Attorney Benjamin Crump, who represents Jean’s family, said Jean’s stellar reputation played a role in the outcome of this case.
“Botham Jean was a near-perfect person of color, so this jury had to make history in America today,” Crump told reporters after Guyger’s guilty verdict was announced. “But it shouldn’t take all that for unarmed Black and brown people to get justice,” he added.
But Butler told HuffPost that there was cause for optimism in the Guyger case, even if the specifics make it impossible to declare the conviction part of some trend of accountability.
Namely, he said the diverse jury in Guyger’s case, which reportedly included 10 nonwhite jurors out of the 12, may have played a role in the conviction. In courthouses across the country, the jury selection process has been seen as a method to weed out Black and brown potential jurors whose understanding of race ― and whose interpretation of the law ― may differ greatly from their white counterparts’.
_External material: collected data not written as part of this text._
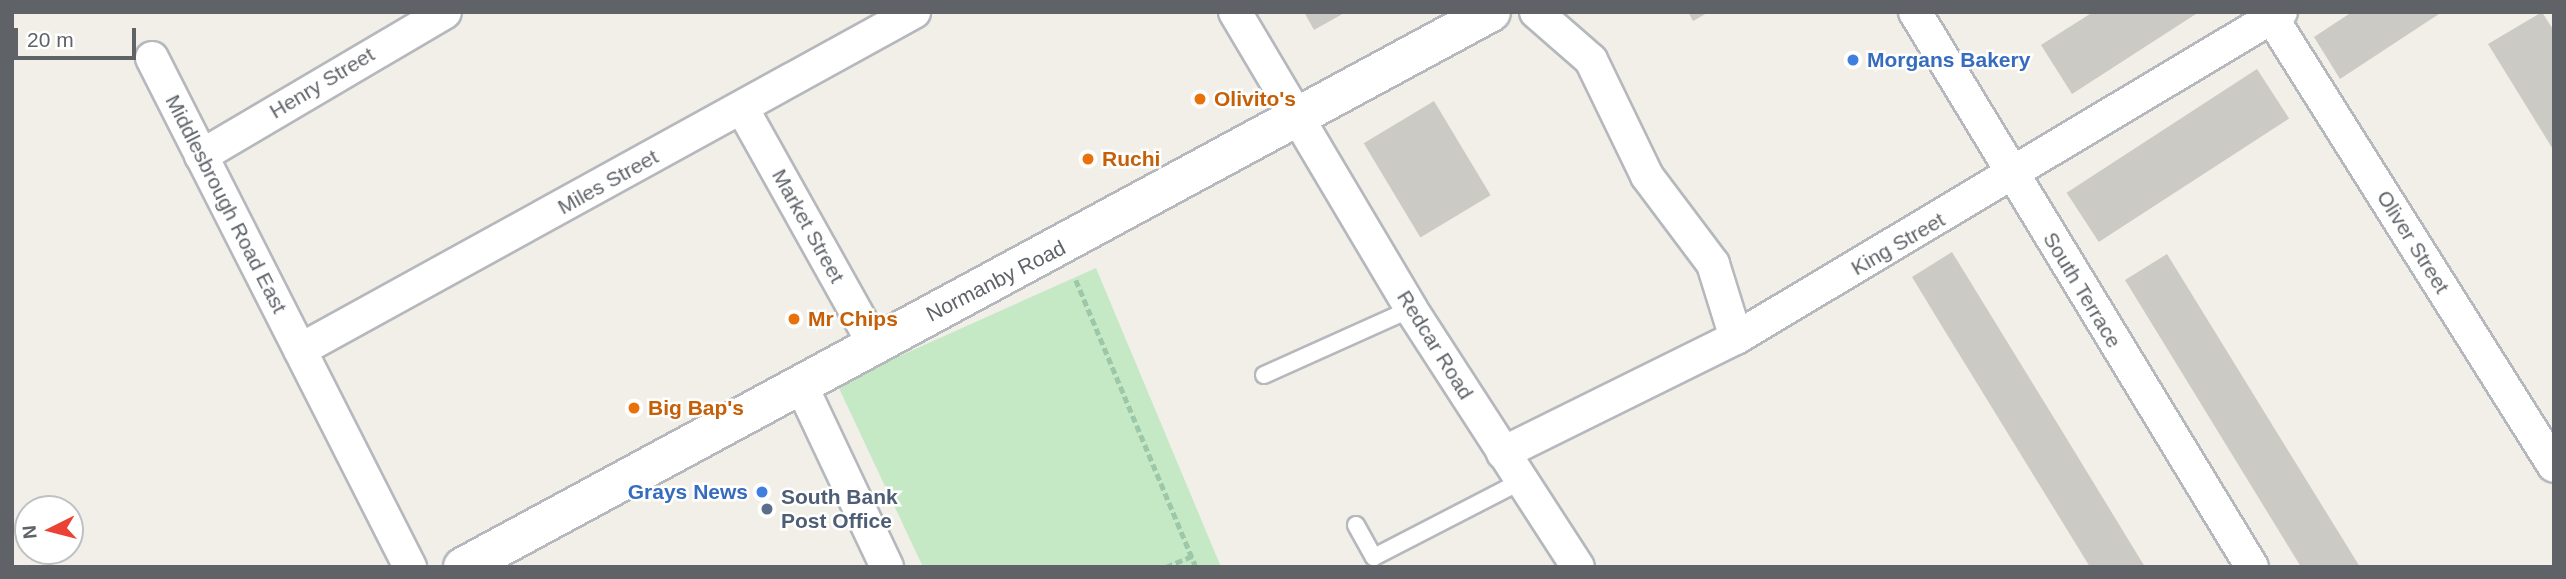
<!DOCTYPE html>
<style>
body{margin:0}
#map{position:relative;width:2566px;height:579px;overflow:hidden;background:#f1efe8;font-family:Arial,sans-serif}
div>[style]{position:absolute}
.green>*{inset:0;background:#c5e8c5}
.building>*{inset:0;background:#cccac5;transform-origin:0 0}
.path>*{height:4.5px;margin-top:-2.25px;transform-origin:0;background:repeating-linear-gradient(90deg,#9cc7a9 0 7px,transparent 0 10.5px)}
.roads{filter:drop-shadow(2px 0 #b5b8bc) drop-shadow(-2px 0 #b5b8bc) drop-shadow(0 2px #b5b8bc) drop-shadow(0 -2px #b5b8bc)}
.lane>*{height:16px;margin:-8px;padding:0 8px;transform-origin:8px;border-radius:8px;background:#fff}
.street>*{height:32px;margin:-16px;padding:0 16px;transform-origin:16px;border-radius:16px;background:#fff}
.secondary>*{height:38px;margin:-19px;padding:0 19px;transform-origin:19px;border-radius:19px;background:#fff}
.dots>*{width:19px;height:19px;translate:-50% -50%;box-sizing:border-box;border:4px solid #fff;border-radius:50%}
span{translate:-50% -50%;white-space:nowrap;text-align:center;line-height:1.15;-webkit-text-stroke:5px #fff;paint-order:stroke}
.shop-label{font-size:21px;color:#366cbe;font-weight:700}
.left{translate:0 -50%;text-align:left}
.right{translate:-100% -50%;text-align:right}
.street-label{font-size:21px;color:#5f6368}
.food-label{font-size:21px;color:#c56008;font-weight:700}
.service-label{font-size:21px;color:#4e5e75;font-weight:700}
.frame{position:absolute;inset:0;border:14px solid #5f6368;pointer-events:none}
.north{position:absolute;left:14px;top:495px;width:70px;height:70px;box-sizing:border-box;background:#fff;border:2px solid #bfc1c3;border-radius:50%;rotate:264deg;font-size:19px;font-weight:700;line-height:28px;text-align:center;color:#5f6368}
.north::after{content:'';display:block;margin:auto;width:24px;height:32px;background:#ea4335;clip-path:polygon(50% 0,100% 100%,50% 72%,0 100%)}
.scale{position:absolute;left:14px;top:28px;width:122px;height:32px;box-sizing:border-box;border:4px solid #5f6368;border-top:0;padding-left:9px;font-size:21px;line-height:24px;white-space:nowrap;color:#5f6368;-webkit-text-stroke:5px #fff;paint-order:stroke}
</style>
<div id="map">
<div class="green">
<i style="clip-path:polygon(1096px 268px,1221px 567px,923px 567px,837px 384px)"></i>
</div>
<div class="building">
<i style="clip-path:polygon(1304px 12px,1346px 12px,1314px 30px)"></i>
<i style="clip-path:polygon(1688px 12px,1709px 12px,1693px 21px)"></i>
<i style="clip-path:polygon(2093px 12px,2199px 12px,2072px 94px,2041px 45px)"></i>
<i style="clip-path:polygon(2352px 12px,2442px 12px,2340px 79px,2314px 37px)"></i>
<i style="clip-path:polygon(2542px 12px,2554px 31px,2554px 151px,2488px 44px)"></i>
<i style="left:2257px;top:69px;width:59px;height:227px;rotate:57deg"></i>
<i style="left:1434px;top:101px;width:110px;height:82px;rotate:59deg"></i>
<i style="clip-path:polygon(1952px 252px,2062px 431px,2145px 567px,2090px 567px,1943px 328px,1912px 277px)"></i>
<i style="clip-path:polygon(2167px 254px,2297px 465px,2360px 567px,2301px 567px,2125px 280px)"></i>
</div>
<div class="path">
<i style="left:1076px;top:280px;width:311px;rotate:67.3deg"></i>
<i style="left:1166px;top:567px;width:30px;rotate:-23deg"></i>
</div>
<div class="roads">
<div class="lane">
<i style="left:1264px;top:375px;width:161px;rotate:-24.2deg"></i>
<i style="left:1356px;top:525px;width:37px;rotate:61deg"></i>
<i style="left:1374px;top:557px;width:165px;rotate:-27.3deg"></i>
</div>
<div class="street">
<i style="left:1235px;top:12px;width:345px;rotate:59.3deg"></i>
<i style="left:1411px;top:309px;width:307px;rotate:57.1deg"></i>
<i style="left:1536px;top:12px;width:73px;rotate:41.1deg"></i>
<i style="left:1591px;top:60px;width:129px;rotate:64.2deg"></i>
<i style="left:1647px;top:176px;width:110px;rotate:53.1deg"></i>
<i style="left:1713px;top:264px;width:77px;rotate:72.7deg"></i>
<i style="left:1915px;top:12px;width:649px;rotate:58.73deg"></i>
<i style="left:2272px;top:18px;width:529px;rotate:57.81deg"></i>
<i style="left:152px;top:58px;width:571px;rotate:63.12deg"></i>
<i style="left:742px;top:108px;width:270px;rotate:60.8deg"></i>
<i style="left:201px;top:156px;width:283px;rotate:-30.5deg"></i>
<i style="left:300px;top:350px;width:701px;rotate:-28.83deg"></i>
<i style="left:801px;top:385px;width:201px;rotate:64.7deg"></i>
<i style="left:1503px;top:453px;width:260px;rotate:-26.3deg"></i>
<i style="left:1736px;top:338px;width:635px;rotate:-30.89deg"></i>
</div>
<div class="secondary">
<i style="left:463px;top:567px;width:1168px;rotate:-28.36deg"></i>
</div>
</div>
<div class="dots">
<i style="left:1853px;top:60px;background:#3f7fe0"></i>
<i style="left:1200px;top:99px;background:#e8710a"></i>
<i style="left:1088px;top:159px;background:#e8710a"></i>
<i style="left:794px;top:319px;background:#e8710a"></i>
<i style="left:634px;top:408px;background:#e8710a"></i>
<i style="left:762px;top:492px;background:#3f7fe0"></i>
<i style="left:767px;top:509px;background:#5c6f8a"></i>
</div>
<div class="shop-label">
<span class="left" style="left:1867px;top:60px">Morgans Bakery</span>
<span class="right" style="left:748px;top:492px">Grays News</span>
</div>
<div class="street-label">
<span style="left:322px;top:83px;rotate:-31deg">Henry Street</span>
<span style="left:608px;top:182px;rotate:-29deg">Miles Street</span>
<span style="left:226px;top:204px;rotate:63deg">Middlesbrough Road East</span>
<span style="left:808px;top:226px;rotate:61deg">Market Street</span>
<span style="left:2413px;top:242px;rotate:58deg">Oliver Street</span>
<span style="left:1898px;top:244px;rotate:-30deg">King Street</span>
<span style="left:996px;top:281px;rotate:-27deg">Normanby Road</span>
<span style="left:2082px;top:290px;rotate:59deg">South Terrace</span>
<span style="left:1435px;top:345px;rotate:58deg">Redcar Road</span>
</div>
<div class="food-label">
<span class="left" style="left:1214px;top:99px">Olivito's</span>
<span class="left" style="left:1102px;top:159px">Ruchi</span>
<span class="left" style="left:808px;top:319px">Mr Chips</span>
<span class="left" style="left:648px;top:408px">Big Bap's</span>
</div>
<div class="service-label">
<span class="left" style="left:781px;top:509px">South Bank<br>Post Office</span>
</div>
<div class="frame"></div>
<div class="north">N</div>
<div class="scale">20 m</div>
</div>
Butler said many jurisdictions, including Dallas County, where Guyger was convicted, have taken steps that effectively diversify the jury pool by including people who have a driver’s license or state ID, rather than merely selecting from the voter registration rolls as is typical.
“When jurisdictions expand the jury pool to actually reflect the community, that results in more diverse juries,” he said.
Broadly speaking, various social justice movements have brought more attention to cases in which police officers have shot unarmed Black people. Accepting as a caveat that Guyger wasn’t on-duty when she killed Jean, her case existed in an environment that has seen social justice advocates pressure the legal system to mete out justice without regard for whether the offender is an officer or not.
In 2014, St. Louis County prosecutor Robert McCulloch was widely criticized for failing to convince a grand jury to indict former St. Louis police officer Darren Wilson, who shot and killed an unarmed teenager named Michael Brown in the city of Ferguson. That scrutiny lingers to this day, Butler said, arguing this pressure may have played a role in charges being brought against Guyger in the first place.
While prosecutors ― many of whom are elected officials ― may be reluctant to bring charges against officers accused of wrongdoing for political purposes, they are at least aware of a constituency that will hold them accountable if charges aren’t brought.
“In jurisdictions that have large minority populations, prosecutors are starting to understand that their constituents want police officers who commit crimes to be prosecuted like anyone else who’s committed a crime,” Butler said.
“So there’s more incentive for prosecutors to bring these cases.”